TOWN HALL DISCUSION - SHTIP



After discussions in Bogdanci and Kumanovo, Stella continued raising similar conversations in Shtip about girls’ education, gender equality and economic opportunities for women. The event was held at the American Corner Shtip on 23rd of May and was supported by our local partner the NGO ’EcH’O.

The first speaker was Blagica Kirov who provides free legal aid for marginalized groups and works on a project targeting violence against women. She pointed to the differences in the treatment of women, such as how a woman is valued by her family, among different ethnic groups. For example, Blagica explained that in the Yuruks (‘Јуруци’) community, women are expected to follow mens’ authority. Yuruks are not allowed to do any work other than to fulfill home duties and their right to education is harshly violated. As a parent of two children, Blagica explain that ‘although I want them to be equal and teach them about gender issues, when it comes to house work, unconsciously, I am inclined more to call my daughter’. This practice of gender inequality already develops when children are young, hence Blagica added that ‘education on gender equality starts from early ages of the children in the home and should continue in schools’.

The second speaker was Kristina Ampeva who is part of the organization "Loud textile" which is focused on women’s working rights in the textile industry. According to Ampeva, it has become an accepted norm that despite having high university education, women work in textile industry and this situation deeply discourages women to build and fight for their career. ‘Women in different regions of the state are differently valued by the society and their families have different expectations from them’- she stated out. She explained that women in Shtip are expected to do all the housework, take care of the children and spouses.

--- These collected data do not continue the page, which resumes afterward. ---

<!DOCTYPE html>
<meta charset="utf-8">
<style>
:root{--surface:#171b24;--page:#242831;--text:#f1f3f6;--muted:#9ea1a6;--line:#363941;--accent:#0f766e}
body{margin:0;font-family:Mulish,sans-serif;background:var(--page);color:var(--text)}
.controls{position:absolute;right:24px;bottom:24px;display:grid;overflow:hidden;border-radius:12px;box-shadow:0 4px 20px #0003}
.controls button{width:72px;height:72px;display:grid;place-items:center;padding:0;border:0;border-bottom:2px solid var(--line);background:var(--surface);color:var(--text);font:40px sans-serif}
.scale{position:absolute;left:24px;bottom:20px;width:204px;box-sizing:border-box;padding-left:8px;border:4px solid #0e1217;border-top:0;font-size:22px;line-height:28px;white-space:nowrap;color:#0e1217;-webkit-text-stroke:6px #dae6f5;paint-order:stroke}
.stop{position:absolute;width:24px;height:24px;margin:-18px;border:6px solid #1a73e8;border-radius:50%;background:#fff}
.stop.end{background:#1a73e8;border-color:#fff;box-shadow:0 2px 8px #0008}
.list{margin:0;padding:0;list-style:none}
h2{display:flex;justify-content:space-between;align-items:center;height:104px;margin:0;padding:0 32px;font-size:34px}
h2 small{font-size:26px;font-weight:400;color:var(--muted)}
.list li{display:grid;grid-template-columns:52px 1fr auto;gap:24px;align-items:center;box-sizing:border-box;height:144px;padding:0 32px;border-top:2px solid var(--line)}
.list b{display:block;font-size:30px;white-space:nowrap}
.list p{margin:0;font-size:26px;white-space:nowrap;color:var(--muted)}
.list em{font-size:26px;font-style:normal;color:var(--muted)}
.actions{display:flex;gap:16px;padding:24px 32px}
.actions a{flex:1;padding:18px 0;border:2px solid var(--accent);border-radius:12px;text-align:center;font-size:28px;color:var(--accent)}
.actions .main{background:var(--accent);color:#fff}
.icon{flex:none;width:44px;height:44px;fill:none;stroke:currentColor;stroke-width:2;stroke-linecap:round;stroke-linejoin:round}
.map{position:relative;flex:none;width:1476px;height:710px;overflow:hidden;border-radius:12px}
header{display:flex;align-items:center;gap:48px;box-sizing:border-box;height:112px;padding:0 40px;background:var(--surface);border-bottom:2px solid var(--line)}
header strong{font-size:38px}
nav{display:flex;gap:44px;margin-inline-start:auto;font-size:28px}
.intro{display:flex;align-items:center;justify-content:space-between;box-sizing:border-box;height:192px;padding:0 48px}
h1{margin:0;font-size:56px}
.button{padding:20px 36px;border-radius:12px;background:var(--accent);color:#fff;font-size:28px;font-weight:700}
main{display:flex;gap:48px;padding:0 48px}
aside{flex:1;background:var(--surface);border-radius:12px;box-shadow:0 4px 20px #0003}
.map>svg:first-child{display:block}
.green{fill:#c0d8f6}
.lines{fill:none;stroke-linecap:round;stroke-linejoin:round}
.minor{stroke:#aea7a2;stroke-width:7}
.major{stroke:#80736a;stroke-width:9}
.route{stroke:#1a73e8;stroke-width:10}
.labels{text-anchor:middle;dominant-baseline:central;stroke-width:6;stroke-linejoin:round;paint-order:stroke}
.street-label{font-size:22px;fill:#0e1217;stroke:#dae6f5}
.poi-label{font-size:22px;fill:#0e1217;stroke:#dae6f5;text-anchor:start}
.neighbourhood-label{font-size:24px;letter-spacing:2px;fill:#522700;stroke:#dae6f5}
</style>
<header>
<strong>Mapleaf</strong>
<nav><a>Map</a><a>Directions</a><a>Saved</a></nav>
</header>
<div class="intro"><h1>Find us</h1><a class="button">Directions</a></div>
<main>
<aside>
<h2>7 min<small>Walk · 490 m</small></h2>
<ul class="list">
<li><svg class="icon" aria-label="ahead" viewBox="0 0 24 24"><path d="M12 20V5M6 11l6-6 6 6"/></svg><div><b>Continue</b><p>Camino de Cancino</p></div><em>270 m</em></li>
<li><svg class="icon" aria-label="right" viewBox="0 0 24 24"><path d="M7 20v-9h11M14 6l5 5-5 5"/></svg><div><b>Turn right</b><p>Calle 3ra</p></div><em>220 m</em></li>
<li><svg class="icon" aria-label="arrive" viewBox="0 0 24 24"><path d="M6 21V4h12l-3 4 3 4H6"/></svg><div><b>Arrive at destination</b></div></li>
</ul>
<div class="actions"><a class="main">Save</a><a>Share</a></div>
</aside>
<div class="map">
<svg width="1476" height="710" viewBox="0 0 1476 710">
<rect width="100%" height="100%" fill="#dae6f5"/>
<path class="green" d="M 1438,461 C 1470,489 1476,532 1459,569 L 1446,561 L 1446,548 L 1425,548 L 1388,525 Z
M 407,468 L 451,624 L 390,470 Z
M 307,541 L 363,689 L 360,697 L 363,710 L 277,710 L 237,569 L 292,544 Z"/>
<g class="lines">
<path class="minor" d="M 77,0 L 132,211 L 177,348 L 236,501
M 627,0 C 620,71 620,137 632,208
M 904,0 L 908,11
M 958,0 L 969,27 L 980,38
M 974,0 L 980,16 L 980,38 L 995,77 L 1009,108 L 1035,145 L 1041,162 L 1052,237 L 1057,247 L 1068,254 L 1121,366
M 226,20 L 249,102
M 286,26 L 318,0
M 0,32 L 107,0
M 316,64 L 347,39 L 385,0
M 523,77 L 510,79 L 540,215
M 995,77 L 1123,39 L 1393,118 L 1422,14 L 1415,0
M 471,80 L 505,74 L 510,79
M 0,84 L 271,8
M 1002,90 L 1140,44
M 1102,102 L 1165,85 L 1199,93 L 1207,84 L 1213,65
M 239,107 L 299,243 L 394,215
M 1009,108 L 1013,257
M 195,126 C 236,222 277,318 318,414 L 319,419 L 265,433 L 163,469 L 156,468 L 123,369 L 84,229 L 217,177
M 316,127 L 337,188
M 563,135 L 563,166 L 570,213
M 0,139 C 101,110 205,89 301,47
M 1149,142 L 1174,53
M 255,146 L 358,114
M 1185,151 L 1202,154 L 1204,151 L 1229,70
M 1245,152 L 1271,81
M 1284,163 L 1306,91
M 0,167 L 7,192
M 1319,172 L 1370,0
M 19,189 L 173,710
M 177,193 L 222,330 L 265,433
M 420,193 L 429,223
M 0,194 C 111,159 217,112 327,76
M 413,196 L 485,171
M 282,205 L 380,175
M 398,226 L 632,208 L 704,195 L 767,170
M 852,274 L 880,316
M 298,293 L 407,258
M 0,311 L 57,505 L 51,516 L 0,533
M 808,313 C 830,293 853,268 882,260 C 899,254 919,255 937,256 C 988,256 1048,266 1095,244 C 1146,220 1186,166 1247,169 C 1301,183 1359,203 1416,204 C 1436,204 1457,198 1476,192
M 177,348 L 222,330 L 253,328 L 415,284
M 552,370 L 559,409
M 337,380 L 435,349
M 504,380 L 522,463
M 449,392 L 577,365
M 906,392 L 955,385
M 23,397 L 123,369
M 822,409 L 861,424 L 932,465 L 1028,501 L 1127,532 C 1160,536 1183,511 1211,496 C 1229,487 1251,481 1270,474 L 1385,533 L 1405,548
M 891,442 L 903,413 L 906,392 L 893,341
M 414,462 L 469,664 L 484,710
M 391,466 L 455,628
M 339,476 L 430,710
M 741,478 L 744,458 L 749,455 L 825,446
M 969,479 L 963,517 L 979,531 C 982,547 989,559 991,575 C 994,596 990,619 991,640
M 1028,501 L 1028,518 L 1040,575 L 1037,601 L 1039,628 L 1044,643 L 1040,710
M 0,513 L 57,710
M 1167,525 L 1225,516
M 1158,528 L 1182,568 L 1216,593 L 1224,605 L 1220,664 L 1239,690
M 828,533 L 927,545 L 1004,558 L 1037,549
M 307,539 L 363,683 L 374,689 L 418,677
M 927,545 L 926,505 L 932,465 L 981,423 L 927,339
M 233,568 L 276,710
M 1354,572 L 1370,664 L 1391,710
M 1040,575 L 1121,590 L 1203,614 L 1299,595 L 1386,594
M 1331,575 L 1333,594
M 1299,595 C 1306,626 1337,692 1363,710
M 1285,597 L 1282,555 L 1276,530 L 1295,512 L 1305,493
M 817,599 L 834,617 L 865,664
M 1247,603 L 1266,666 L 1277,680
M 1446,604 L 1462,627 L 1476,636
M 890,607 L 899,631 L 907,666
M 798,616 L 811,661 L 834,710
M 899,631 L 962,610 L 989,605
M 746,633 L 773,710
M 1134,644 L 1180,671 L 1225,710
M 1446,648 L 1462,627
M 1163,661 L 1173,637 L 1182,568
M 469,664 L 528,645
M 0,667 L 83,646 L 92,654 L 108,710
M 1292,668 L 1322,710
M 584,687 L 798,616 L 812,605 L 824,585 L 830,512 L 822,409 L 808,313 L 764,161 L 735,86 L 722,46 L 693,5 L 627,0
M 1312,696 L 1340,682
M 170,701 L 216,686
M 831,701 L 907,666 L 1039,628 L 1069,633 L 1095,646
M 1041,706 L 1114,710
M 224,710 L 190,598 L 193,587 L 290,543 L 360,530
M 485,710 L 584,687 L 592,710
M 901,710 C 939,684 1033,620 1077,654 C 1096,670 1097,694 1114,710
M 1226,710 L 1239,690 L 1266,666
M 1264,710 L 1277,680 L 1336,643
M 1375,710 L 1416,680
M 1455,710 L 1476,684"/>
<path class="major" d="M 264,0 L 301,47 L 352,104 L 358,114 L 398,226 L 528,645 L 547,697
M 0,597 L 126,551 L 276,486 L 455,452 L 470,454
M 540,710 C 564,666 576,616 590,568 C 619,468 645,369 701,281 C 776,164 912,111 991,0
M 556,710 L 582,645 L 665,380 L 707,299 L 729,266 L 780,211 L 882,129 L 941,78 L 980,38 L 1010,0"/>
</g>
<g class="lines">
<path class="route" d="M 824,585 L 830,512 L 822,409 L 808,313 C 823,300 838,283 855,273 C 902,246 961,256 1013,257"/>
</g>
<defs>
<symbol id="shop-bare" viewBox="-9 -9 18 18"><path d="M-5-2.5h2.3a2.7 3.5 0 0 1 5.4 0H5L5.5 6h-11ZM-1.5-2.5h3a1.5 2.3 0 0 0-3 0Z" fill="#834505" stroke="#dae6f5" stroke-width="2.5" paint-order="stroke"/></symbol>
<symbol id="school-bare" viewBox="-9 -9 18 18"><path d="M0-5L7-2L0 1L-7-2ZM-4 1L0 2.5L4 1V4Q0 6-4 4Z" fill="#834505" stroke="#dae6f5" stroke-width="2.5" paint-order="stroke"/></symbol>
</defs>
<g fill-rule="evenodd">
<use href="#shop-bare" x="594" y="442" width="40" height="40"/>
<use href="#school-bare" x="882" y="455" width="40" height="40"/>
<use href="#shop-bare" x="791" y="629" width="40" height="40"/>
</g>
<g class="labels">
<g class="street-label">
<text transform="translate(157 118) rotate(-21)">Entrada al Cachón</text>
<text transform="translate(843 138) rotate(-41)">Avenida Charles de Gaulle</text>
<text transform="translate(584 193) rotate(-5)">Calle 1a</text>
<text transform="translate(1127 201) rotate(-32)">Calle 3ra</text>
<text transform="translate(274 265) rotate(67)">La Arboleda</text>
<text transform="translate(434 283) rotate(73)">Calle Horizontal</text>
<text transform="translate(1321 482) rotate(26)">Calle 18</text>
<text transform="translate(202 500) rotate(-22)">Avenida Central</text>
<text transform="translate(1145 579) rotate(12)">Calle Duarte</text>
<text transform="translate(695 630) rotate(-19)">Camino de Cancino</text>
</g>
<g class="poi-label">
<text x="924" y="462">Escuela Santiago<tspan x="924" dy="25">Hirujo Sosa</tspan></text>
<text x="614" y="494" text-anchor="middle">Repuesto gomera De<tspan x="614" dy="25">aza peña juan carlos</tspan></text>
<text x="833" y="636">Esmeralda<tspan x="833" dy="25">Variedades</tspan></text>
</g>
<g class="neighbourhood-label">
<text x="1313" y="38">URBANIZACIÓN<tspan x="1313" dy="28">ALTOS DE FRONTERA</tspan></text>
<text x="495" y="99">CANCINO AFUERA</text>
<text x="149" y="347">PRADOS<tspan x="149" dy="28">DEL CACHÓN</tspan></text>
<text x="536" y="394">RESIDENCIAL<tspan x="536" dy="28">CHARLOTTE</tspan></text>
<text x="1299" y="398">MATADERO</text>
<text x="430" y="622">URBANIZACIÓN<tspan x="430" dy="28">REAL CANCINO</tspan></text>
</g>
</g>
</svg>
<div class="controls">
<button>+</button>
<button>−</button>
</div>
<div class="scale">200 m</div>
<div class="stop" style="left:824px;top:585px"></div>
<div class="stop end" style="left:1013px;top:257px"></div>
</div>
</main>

The presentations of Kirov and Ampeva were followed by a lively and honest debate on the challenges that women face. ‘Women in Macedonia face a lot of systematic problems’- as one participant said. Due to the fact that there is no school in Shtip for children with disabilities this woman, had to give up her work and dedicated her life to her child and the home. ‘Even though I had the full support from my entire family to pursue my career, the state failed to provide a proper care system for children with disabilities, and thus influenced not only my decisions, but the lives of many other women in our country’ she added.

Another participant pointed to the harmful gender inequalities that women face at work: ‘I was a member of a working group composed of only men where I was constantly ignored by my colleagues and did not even have a right or space to speak’.

All participants agreed that women should fight on all fronts if they want to raise the awareness for gender equality in the society: they should fight with their families and typically traditional prejudices. All systemic obstacles that women face during education and career should be pointed out in order for the Macedonian society to improve capacities and understand the importance of equality between women and men, and help women achieve the work goals they set for themselves.